La semaine dernière, Montréal et Québec sont apparues dans le street-view de Google, et l’effet est étrange, pour moi qui n’y ai pas mis les pieds depuis des années.

La mémoire est une chose curieuse, la mienne surtout. Je ne fais pas le tri dans ce que j’emmagasine et ça explique sans doute mes problèmes d’archivisme : j’entasse des souvenirs à la pelle et ils restent là, tous au même plan, sans réelle chronologie. Voilà pourquoi j’ai besoin de noter pour pouvoir ordonner cette masse de sensations qui se bousculent sans priorités.

Je me souviens

Ça m’a joué (et donc forcément, ça continue) beaucoup de tours ces derniers mois : vu le temps qui s’est écoulé depuis la rupture et notre quasi absence de contacts dans l’intervalle, elle me voit peut-être comme un amour de jeunesse lointain. Moi, pendant ce temps là, j’ai la rupture en tête comme si elle s’était déroulée hier. Et encore, ça, ça ne serait rien si je n’avais pas ces souvenirs tout aussi nets de ce qui s’est passé également hier, quand tout allait bien et que nous étions heureux : ses gestes, son intonation et le moindre de ses sourires n’ont pas eu en une nuit le temps de s’effacer. Chaque lieu où je l’ai vue évoluer ne serait-ce qu’une fois reste chargé de sa présence, puisqu’elle y était hier.

Cactus et bleu

Chaque lieu surtout, puisque sans que j’en comprenne vraiment le mécanisme, je grave les lieux de manière presque indélébile extrêmement vite. Visitant au printemps avec l’Enchianteresse un endroit que je n’avais pas vu depuis douze ans, je savais ce que j’allais trouver derrière chaque coin de mur.
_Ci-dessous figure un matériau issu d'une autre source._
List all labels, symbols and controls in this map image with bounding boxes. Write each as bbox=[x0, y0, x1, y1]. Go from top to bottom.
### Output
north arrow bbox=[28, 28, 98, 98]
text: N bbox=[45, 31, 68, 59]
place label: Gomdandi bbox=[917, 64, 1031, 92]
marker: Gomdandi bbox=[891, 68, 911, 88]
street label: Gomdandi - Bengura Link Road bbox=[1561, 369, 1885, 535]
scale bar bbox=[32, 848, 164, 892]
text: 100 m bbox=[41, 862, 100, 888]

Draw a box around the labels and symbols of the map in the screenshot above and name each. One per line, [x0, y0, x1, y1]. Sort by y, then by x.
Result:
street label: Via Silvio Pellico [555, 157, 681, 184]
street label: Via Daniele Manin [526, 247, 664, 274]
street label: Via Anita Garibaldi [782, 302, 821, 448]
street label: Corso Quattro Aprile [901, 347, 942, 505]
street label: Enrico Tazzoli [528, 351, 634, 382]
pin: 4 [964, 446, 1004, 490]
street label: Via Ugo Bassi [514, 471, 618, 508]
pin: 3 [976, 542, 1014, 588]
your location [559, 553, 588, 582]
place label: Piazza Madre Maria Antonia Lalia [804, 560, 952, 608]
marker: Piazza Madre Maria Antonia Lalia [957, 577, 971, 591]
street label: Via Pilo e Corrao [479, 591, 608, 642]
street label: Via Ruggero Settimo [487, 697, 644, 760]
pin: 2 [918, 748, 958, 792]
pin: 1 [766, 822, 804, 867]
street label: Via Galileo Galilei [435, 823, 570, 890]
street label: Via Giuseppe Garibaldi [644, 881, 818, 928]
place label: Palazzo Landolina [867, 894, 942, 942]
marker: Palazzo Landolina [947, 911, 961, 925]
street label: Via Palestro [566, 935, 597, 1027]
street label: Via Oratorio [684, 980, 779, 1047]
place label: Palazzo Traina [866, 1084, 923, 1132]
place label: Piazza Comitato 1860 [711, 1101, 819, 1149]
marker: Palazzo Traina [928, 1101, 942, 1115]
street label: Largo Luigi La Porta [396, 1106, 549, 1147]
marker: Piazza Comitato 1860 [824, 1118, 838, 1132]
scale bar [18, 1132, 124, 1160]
J’ai remarqué le jour où j’ai eu le permis qu’il me suffisait d’être allé à un endroit une fois pour le retrouver systématiquement[1] Pis même : Quand je dis que je n’ai pratiquement pas de souvenirs d’enfance, je parle d’événements, parce que des lieux, j’en ai plein ; Récemment encore, alors que je décrivais à ma mère un endroit où je savais avoir passé des vacances mais que je ne parvenais pas à situer, elle a reconnu facilement à ma description l’endroit où nous étions allés quand j’avais trois ans.

Tout ça n’est certainement pas étranger à mon intérêt pour les cartes, les plans, les ruines ou l’évolution des paysages urbains.

Chateau de Frontenac

Mais j’ai quand même un fonctionnement particulier : j’ai besoin de revenir sur les lieux. Mon premier contact me permet d’emmagasiner des morceaux de décor, mais pas d’avoir une image globale, pas de rattacher les pièces du puzzle. Quand je suis allé à Namur cet été avec les Normands, ça m’a permis de recoller ensemble les magasins, les places, les rues que j’avais parcourues en couple il y a des années ; c’est à la deuxième visite que je deviens familier des lieux.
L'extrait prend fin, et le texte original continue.